The answer depends on many factors, including how the measurement is made and the scale of interest. “A mountain can look very rough, but if you focus on a meadow from an airplane, it may look very flat,” says Max Lagally, a professor of materials science and engineering at the University of Wisconsin–Madison and an expert on roughness.

At the atomic scale, flatness depends on the geometry of the atomic bonds.
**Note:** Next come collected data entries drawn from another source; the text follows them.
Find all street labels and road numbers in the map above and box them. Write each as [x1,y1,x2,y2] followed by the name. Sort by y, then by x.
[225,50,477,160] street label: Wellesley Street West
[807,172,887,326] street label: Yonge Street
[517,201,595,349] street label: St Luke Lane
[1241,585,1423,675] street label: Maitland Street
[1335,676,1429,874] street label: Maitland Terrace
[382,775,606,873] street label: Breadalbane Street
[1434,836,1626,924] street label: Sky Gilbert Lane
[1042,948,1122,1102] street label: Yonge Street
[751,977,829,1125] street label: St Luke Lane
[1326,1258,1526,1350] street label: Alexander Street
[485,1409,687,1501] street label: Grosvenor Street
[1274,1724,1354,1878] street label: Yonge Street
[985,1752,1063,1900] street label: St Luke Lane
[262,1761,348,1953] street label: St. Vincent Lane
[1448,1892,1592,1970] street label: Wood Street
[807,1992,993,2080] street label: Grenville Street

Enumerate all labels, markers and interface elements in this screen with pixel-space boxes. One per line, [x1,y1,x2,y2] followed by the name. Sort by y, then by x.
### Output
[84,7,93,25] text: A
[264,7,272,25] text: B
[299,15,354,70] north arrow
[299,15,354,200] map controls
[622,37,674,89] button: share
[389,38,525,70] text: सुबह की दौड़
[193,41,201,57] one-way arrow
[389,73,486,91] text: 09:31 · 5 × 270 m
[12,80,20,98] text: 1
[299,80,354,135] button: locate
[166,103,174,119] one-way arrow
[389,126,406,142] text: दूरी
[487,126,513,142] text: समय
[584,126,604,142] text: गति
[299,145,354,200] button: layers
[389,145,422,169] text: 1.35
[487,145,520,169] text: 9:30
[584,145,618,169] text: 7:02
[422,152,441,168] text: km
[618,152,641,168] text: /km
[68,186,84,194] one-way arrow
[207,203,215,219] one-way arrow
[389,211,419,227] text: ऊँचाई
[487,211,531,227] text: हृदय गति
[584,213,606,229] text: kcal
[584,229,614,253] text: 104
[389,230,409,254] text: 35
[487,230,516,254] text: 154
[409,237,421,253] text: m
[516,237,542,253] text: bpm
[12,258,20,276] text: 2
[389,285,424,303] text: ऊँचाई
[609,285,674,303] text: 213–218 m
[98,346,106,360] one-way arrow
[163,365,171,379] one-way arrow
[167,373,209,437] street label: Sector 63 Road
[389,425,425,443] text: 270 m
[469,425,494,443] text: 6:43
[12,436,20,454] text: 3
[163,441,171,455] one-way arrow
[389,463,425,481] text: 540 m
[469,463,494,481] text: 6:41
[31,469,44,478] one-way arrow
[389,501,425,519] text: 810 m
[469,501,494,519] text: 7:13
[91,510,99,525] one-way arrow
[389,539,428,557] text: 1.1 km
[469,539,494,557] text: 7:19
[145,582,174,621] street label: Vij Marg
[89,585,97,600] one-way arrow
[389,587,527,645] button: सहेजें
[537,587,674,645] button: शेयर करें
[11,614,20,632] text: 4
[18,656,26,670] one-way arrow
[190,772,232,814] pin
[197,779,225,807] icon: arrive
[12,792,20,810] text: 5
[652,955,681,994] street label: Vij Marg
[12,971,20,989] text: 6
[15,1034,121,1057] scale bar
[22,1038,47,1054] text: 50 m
In graphene (a single layer of carbon atoms whose discovery won the 2010 Nobel Prize in physics), “the bonds between the carbon atoms all lie in one plane, and so the atoms form an atomically flat sheet,” Lagally says.

In contrast, the bonds between silicon cause ripples on the atomic scale. 

But graphene will take the shape of whatever it rests on, and can only be made in tiny pieces, “so even if it is ‘flat’ over say 100 microns [roughly the diameter of a human hair], that is only over short dimensions,” Lagally says.

Crystals can be extremely flat, although they may have steps where one layer ends, exposing the layer below.  The steps in silicon are about 0.15 nanometers, or billionths of a meter, tall, Lagally says. “One can find “really flat” 12-inch silicon wafers that have steps totaling about 500 nanometers.”

That’s roughly 1/200 of a hair.

And so if we are concerned with flatness of a surface that’s visible to the naked eye, silicon wafers are the likely winner, Lagally says.